Why Negative, Snarky Emails Will Always Backfire
I feel sure you've sent at least one email you wish you hadn't. Your emotions got the best of you. Maybe you were snide, maybe you were sarcastic, maybe you were clearly pissed--whatever your feelings, email made it easier to express those feelings because you weren't face to face.
You wanted to vent. You needed to vent. So you sent it.
And then you desperately wished you could get it back.
I also feel sure that every time you've sent an email in which your negative emotions were on full display, you've eventually regretted it--especially if you sent it to someone you know.
Why? When you send negative emails:
Your message gets lost. Give me constructive feedback--feedback I can tell you are giving because you care about me and want me to improve--and I may not love it, but I'll listen. Scold me, and all I'll focus on is the criticism. The meat of the message is lost.
(Think about it. If you say, "Next time, try...," I won't be defensive. But if you say, "How could you be so stupid? Next time, try...," all I'll remember is that you think I'm stupid.)
Your context gets lost. Without body language, without tone of voice, without all the clues we use to determine whether a person is being sarcastic or humorous or clever or mean, the recipient is left to his or her own devices. If in doubt, the recipient assumes the worst.
And if the recipient assumes the worst, you aren't there to notice--and to correct any misunderstandings.
Your conflicts escalate. Admit it. You've received a snarky email and spent an hour crafting and fine-tuning your devastating response. And then you got one back.
And soon, whatever the problem was, it's forgotten--all that matters is trying to "win." Which, of course, means you both lose.
Your words last forever. You may not save particularly hateful emails you've received. But if you've sent one to an employee, I guarantee he's saved it. He's probably forwarded it to his personal account, just in case. And he definitely pulls it up once in a while. And seethes. Email creates a permanent record, ensuring that though an emotional outburst may in time be forgiven, it is never forgotten.

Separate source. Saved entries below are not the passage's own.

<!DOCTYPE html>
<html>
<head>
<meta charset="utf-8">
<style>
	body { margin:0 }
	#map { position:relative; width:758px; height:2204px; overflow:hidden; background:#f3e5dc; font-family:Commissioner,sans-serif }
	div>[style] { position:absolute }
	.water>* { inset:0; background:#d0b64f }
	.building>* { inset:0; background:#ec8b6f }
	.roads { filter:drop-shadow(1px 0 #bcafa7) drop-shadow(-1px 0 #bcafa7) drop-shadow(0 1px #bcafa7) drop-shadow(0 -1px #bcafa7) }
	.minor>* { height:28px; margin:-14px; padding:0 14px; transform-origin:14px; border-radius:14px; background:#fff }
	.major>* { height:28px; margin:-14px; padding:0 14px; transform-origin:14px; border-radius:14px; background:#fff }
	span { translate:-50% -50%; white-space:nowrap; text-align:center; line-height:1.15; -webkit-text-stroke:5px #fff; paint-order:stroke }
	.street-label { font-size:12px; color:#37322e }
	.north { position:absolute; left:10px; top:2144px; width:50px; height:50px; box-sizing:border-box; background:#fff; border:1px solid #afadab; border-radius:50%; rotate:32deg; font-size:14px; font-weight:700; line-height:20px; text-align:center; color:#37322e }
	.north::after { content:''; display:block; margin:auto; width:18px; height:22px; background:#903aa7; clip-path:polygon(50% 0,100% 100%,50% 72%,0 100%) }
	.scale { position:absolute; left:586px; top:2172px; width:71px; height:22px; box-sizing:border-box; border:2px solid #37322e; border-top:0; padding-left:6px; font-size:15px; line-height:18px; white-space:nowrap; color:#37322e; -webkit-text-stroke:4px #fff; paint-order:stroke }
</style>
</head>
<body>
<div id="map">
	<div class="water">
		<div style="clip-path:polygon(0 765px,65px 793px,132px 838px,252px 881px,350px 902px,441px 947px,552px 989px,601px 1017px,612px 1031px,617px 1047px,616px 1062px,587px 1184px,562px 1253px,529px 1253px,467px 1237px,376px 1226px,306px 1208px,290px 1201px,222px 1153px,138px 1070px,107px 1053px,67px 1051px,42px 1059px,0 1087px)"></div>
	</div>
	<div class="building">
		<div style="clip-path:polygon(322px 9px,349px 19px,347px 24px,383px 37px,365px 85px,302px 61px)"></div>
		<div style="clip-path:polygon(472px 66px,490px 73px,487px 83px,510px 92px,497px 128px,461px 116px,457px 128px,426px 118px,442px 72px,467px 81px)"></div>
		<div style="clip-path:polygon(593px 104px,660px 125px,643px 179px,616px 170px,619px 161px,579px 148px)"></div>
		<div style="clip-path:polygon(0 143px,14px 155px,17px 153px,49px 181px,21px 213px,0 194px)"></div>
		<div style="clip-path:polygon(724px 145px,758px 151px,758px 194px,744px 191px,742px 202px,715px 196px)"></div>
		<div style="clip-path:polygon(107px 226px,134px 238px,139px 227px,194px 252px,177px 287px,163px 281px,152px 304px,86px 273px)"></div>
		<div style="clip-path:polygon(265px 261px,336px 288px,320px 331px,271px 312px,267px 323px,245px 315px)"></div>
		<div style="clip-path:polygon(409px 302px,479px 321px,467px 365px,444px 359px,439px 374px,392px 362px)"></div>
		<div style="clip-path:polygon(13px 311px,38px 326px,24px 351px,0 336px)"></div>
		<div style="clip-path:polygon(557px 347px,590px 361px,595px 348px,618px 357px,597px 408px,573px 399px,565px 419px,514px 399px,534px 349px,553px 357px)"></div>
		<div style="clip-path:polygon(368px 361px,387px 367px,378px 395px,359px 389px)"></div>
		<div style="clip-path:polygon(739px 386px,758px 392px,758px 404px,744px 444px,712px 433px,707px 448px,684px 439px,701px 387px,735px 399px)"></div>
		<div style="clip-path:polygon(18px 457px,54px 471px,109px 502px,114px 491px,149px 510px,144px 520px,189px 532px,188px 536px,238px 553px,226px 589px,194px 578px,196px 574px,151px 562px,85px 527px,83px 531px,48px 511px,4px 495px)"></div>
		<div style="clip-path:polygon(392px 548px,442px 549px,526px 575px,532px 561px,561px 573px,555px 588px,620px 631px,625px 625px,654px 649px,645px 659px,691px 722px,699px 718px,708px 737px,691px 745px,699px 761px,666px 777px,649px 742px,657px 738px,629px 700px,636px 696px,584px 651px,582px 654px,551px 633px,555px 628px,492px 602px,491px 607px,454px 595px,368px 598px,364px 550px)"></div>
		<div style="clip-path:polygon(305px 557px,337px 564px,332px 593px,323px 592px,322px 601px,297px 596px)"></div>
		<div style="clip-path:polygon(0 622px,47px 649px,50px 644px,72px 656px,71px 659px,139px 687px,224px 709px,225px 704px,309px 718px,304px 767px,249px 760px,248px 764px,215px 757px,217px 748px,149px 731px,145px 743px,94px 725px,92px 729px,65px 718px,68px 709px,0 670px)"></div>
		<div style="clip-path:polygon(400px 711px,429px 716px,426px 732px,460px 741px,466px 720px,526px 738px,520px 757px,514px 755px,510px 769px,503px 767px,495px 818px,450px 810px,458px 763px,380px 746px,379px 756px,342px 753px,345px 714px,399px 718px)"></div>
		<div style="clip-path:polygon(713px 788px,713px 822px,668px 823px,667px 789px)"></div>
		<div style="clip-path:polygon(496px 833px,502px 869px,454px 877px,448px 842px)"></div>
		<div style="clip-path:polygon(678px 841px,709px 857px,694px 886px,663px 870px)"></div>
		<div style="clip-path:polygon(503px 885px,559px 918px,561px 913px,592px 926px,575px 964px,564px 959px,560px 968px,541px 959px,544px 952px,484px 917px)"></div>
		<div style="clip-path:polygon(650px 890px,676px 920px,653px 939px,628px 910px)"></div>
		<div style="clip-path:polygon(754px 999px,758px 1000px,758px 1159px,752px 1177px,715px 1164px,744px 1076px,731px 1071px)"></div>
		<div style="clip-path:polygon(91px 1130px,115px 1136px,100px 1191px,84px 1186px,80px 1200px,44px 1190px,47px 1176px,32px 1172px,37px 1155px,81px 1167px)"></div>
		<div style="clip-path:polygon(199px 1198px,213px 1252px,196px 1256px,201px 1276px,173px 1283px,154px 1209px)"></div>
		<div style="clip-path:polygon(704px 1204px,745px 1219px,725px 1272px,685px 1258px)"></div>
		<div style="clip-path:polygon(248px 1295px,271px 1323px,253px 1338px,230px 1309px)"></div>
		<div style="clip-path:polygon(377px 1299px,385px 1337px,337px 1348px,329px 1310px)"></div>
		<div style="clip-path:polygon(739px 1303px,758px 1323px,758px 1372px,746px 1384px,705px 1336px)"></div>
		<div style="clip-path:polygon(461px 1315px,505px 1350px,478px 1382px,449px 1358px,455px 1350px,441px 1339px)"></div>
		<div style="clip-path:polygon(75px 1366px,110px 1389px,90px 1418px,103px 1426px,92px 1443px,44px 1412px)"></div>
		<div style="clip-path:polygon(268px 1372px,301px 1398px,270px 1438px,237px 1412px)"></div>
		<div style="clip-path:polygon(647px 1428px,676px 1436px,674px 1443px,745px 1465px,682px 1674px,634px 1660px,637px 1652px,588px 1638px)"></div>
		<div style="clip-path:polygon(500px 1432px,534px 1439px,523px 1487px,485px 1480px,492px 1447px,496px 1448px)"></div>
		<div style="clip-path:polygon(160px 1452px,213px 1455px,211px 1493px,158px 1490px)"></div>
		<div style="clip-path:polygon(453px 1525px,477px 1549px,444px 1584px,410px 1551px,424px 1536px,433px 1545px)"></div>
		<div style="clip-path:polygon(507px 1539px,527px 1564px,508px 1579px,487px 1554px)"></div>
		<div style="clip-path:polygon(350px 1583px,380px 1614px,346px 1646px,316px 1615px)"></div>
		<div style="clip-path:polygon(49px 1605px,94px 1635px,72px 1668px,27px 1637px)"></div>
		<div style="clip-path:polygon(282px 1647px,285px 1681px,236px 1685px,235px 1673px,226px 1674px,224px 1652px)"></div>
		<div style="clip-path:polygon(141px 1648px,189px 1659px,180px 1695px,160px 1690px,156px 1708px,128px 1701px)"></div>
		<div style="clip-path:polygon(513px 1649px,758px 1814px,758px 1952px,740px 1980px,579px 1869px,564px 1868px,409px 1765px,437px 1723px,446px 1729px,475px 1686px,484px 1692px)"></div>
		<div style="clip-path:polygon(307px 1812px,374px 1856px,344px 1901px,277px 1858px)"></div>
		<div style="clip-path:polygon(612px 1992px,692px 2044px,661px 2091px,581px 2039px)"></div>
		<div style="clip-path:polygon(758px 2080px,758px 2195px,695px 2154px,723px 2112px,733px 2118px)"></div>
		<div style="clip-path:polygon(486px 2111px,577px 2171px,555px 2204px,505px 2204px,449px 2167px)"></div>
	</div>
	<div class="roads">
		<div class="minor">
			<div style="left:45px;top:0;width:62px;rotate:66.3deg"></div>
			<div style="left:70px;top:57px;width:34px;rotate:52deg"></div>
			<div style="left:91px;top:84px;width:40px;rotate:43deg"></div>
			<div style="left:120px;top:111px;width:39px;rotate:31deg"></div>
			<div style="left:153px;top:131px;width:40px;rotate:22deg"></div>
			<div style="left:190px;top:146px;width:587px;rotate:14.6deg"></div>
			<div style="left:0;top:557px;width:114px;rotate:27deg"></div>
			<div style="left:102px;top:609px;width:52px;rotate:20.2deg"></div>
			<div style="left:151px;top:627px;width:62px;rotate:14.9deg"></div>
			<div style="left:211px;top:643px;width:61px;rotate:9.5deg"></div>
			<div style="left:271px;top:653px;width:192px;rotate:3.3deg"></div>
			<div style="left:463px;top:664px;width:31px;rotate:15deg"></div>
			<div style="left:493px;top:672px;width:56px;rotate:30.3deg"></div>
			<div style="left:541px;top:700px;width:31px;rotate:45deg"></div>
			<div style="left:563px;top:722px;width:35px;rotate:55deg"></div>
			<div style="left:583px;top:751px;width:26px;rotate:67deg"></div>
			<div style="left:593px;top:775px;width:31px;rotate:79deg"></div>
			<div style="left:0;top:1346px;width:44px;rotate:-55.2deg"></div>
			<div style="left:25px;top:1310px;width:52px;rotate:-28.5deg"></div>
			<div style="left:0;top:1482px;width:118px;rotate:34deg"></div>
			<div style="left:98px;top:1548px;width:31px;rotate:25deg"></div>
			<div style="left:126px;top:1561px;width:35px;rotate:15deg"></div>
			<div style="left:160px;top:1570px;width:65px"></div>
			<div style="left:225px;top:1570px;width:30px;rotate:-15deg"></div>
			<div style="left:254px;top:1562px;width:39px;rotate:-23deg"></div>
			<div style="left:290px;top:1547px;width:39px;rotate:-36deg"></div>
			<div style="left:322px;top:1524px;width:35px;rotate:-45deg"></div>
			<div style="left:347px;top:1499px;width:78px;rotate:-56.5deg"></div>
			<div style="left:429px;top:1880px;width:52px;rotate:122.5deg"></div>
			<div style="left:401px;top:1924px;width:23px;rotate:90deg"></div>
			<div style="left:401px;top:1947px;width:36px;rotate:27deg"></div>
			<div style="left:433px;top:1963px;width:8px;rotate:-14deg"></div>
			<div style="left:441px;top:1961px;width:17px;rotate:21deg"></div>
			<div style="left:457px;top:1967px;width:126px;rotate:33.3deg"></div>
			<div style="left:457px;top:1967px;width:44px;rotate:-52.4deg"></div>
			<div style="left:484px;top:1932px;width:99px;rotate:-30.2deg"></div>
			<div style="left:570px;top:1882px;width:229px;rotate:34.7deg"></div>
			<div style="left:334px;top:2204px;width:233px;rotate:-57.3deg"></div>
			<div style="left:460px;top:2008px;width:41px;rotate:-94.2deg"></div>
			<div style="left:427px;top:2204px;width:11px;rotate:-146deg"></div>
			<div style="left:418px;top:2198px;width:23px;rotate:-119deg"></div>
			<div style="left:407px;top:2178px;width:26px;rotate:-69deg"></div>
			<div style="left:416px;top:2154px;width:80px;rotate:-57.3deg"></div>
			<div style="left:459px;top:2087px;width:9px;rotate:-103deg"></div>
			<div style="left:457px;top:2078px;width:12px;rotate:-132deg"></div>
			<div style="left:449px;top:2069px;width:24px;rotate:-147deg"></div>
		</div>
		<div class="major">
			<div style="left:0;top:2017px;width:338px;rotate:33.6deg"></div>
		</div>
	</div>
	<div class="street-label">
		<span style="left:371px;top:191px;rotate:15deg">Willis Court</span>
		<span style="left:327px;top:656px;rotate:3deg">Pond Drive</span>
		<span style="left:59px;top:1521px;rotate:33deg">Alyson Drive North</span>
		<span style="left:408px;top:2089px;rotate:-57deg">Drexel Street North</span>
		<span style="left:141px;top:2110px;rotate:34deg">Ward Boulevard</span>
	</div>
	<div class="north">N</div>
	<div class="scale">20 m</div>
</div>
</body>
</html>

So what should you do? Be the Ellen of email. Whether you enjoy her talk show or not, Ellen DeGeneres is always positive. She laughs with people, not at them. Even her sarcasm is laced with a dollop of humanity. The old cliché "I kid because I care" actually seems true.
And that's how your emails should be. The next time you get upset and start to write an email:
1. Go ahead and write it, but save it. Let the heat of the moment pass. Come back to it tomorrow. Make sure you still feel the same. You may--but once you've cooled off, you'll almost always decide not to express your feelings the same way.
2. Discuss the issue in person. Here's a simple rule of thumb. If what you have to say can in any way be construed as negative, say it in person. Don't fire a one-way missile.
Though face to face may be less comfortable than hiding behind email, the outcome will always be better.
And if you receive an emotional email...
3. Respond in person. Don't fire back. Don't start an email tennis match, especially with an employee or a customer. Get on the phone, or if possible, respond in person.
You'll be much more sensitive to the other person's feelings--and much more likely to actually resolve the problem while keeping a professional relationship intact.